Today, Theresa May, the British Prime Minister, made good on her intentions and triggered Article 50, which formally notifies the European Union of the United Kingdom’s intention to leave. While the economic implications of this from both a U.K. and international business standpoint are yet to become clear, businesses need to be planning now for how they will cope with the inevitable market volatility that is set to ensue.
There are still two years before Britain should formally leave, but during that time, the economy is likely to be particularly volatile and will require a different type of financial planning from businesses. Agility is key, and to achieve this, finance teams need to take an active approach to planning. This means embracing a process that is collaborative, comprehensive, and continuous—enabling finance to provide insights to help the business respond rapidly to changing market conditions.
As more detail comes to light about how Britain’s exit from the EU is going to shape up, finance teams should be modelling scenarios and forecasting the possible impact on their business. Whether it is a change in exchange rates, additional HR costs due to the need for visas, or taxes and tariffs as new trade agreements are negotiated and decided, businesses need to be prepared for the impact on corporate performance.

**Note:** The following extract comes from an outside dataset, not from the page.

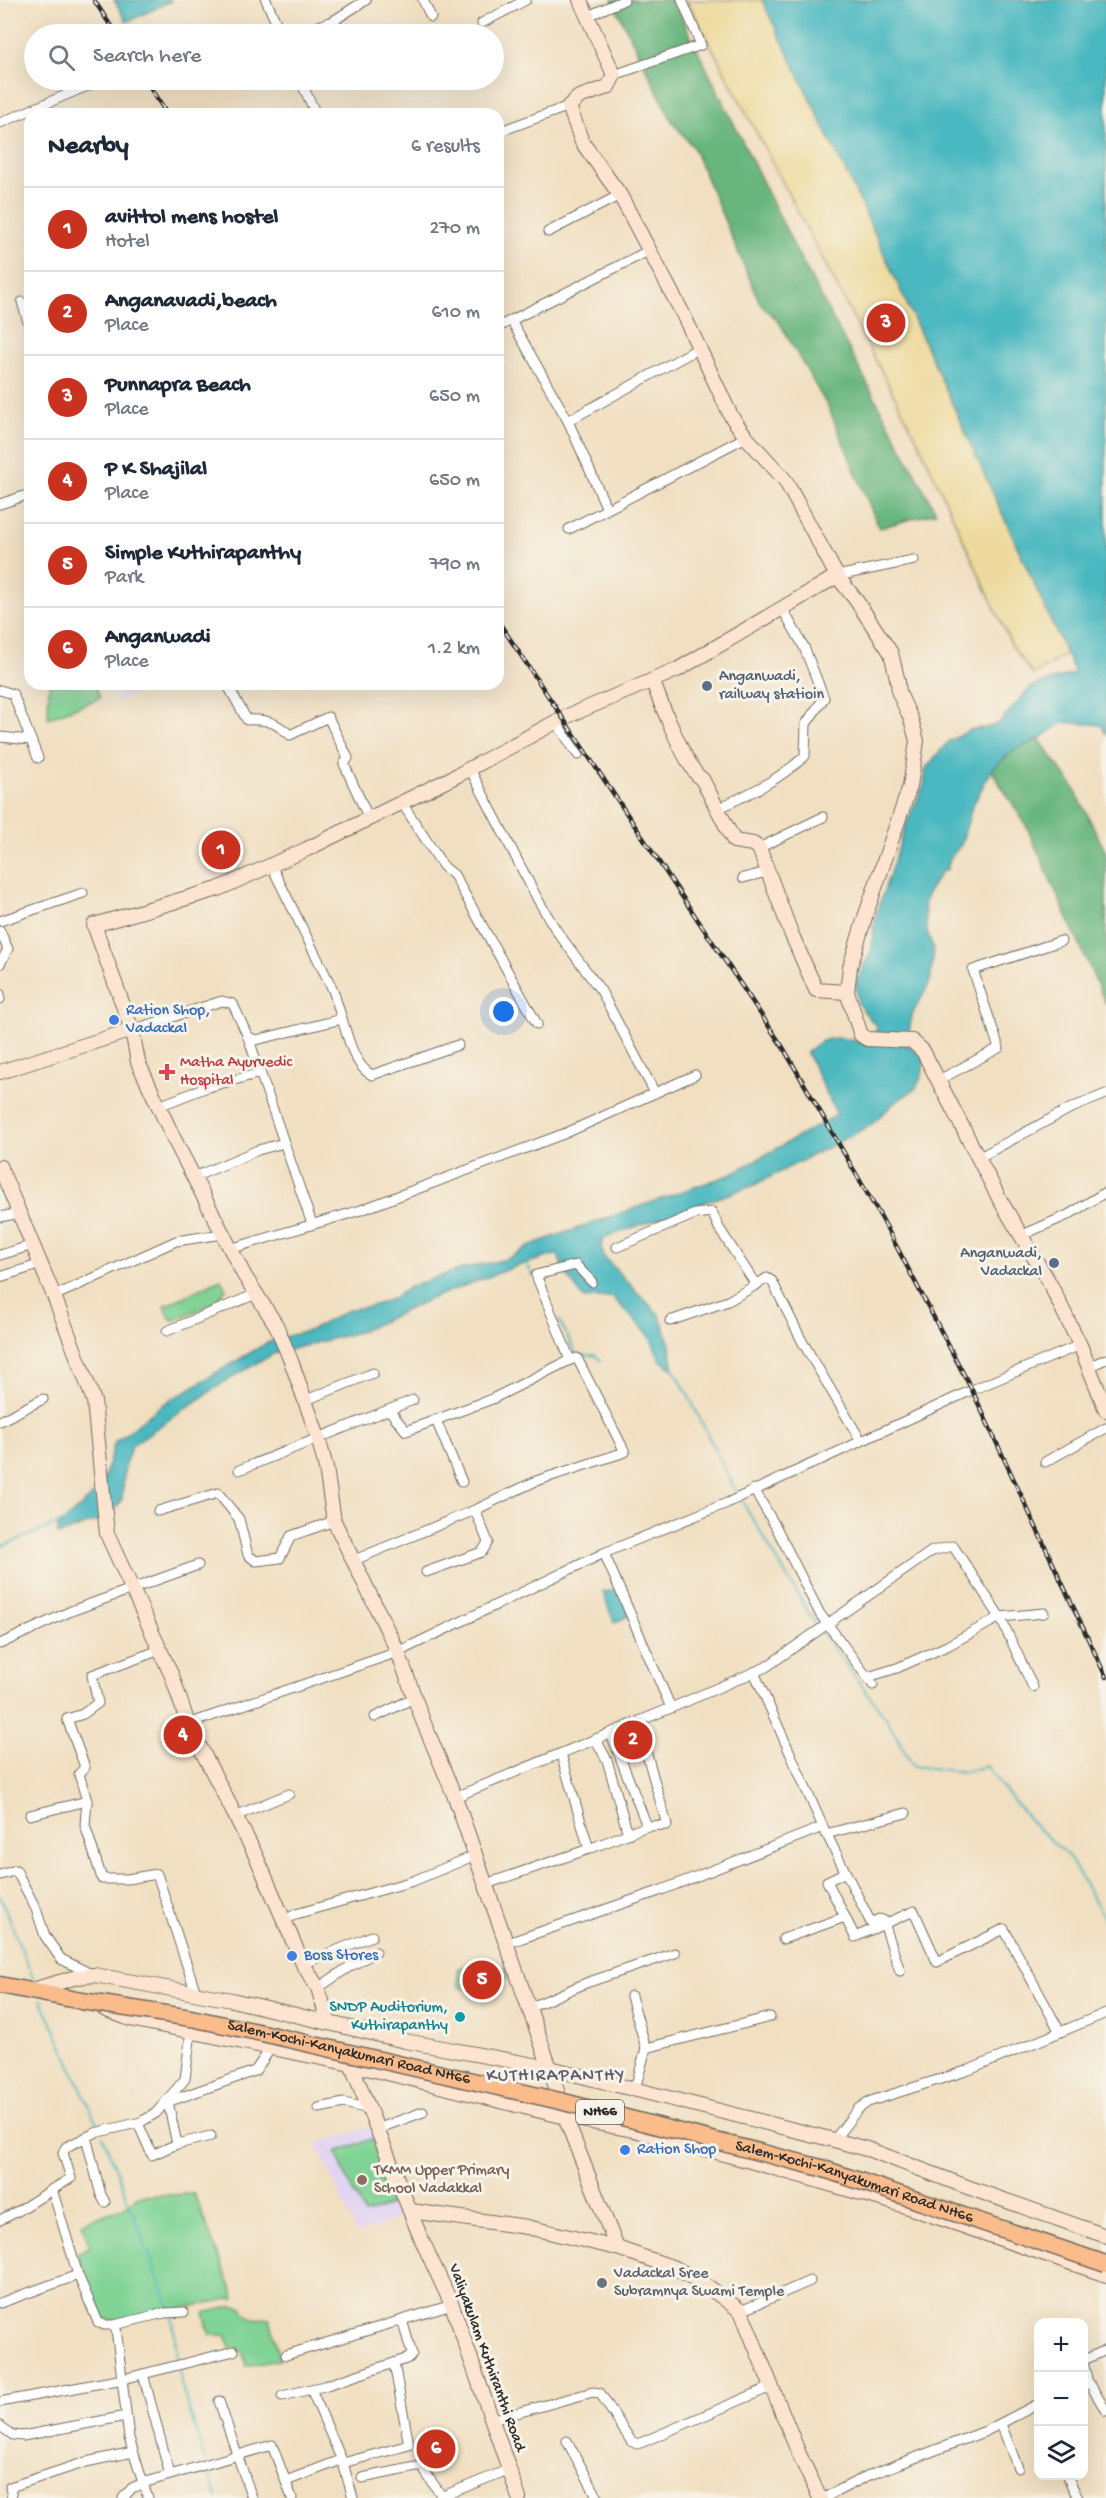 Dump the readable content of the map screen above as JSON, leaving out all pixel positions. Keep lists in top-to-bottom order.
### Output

Quickly respond to change with scenario planning
With scenario planning, businesses can proactively model for the future and see the business environment with more clarity. This helps organizations make better strategic choices and prepare for uncertainties—like Brexit. Also, scenario planning combined with active planning and cloud-finance automation frees up time to deliver actionable insights to accelerate business performance.
On the other hand, Excel, as much as we all love it, is not the best solution for this situation. Single user spreadsheets tend to become unwieldy, confusing, and prone to error. And if mistakes are entered into a spreadsheet, there’s no way to identify the source.
Agility during volatile times
Simply put, to make the enterprise as responsive as possible to potential changes, FP&A teams must become more agile and collaborative. Indeed, multiple-scenario planning during unpredictable times is a key requirement for CFOs, according to the Adaptive Insights CFO Indicator Q1 2016 report. When CFOs were asked how they will prepare for regulatory changes, nearly two-thirds (64%) said they will plan for multiple outcomes. And, in the same survey, nearly half (48%) noted that in a market contraction, they believe they provide the most strategic value to their organizations by planning for multiple scenarios.
“Planning for multiple scenarios is driving competitive advantage and providing unprecedented visibility to the organization. Agility is key, as CFOs must be able to pivot and adjust to both internal and external conditions,” the Q1 2016 report concluded.
The bottom line
By embracing an approach that leverages what-if scenarios, finance leaders can remain agile through multiple scenario planning, enabling their companies to quickly course-correct as necessary and respond to change with speed and flexibility. They will be better able to make informed decisions and set realistic targets as they navigate a world full of risk—and opportunity. This alone will decide which businesses survive in the volatile economic environment on the horizon.
Rob Douglas is Adaptive Insights vice president for U.K. and Ireland.